■ EXERCISE DETAILS ■
Show the lines of the material that contain the word "controls".

━━━━━ GIVEN DATA

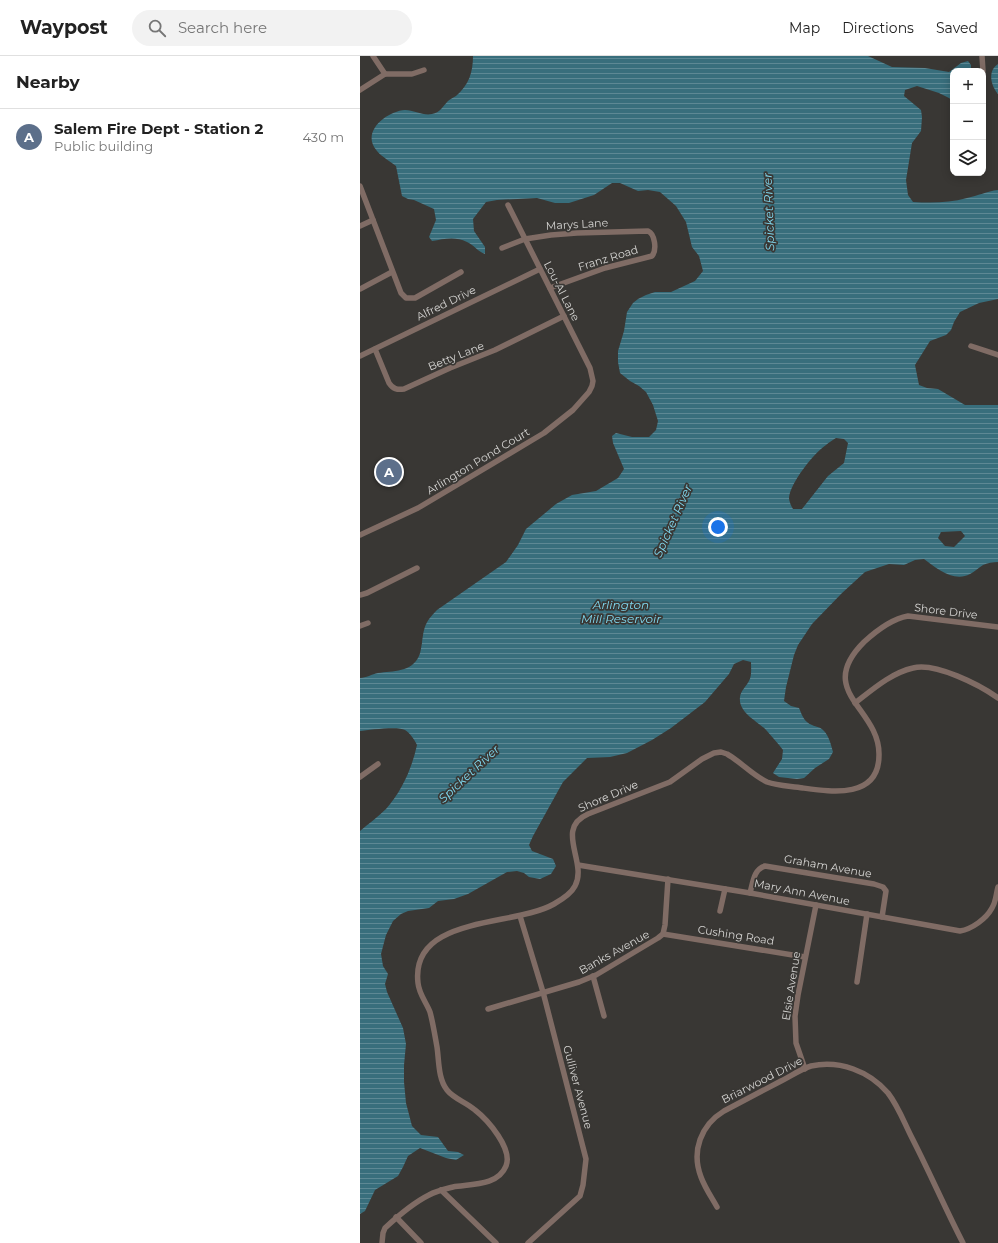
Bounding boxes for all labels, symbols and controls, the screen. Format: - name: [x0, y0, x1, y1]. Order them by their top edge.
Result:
- search box: [132, 10, 412, 46]
- text: Waypost: [20, 16, 108, 39]
- icon: search: [146, 17, 168, 39]
- text: Search here: [178, 18, 267, 37]
- text: Map: [789, 19, 820, 37]
- text: Directions: [842, 19, 914, 37]
- text: Saved: [936, 19, 978, 37]
- map controls: [950, 68, 986, 176]
- button: +: [950, 68, 986, 104]
- text: Nearby: [16, 72, 80, 92]
- button: −: [950, 104, 986, 140]
- text: Salem Fire Dept - Station 2: [54, 119, 263, 138]
- text: A: [24, 129, 34, 145]
- text: 430 m: [302, 129, 344, 145]
- text: Public building: [54, 138, 153, 154]
- button: layers: [950, 140, 986, 176]
- water label: Spicket River: [760, 173, 777, 251]
- street label: Marys Lane: [545, 215, 609, 233]
- street label: Franz Road: [576, 242, 640, 274]
- street label: Lou-Al Lane: [541, 259, 583, 324]
- street label: Alfred Drive: [414, 282, 478, 323]
- street label: Betty Lane: [426, 338, 486, 374]
- street label: Arlington Pond Court: [424, 424, 533, 497]
- pin: A: [376, 457, 402, 487]
- water label: Spicket River: [650, 482, 695, 559]
- your location: [708, 517, 728, 537]
- water label: Arlington Mill Reservoir: [581, 597, 661, 626]
- street label: Shore Drive: [914, 600, 979, 622]
- water label: Spicket River: [435, 741, 502, 806]
- street label: Shore Drive: [576, 777, 640, 815]
- street label: Graham Avenue: [783, 851, 873, 881]
- street label: Mary Ann Avenue: [753, 876, 851, 908]
- street label: Cushing Road: [697, 922, 775, 948]
- street label: Banks Avenue: [576, 927, 652, 977]
- street label: Elsie Avenue: [779, 950, 803, 1022]
- street label: Gulliver Avenue: [560, 1044, 596, 1131]
- street label: Briarwood Drive: [719, 1053, 805, 1106]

━━━━━━━━━━

■ TASK ANSWER ■
Bounding boxes for all labels, symbols and controls, the screen. Format: - name: [x0, y0, x1, y1]. Order them by their top edge.
- map controls: [950, 68, 986, 176]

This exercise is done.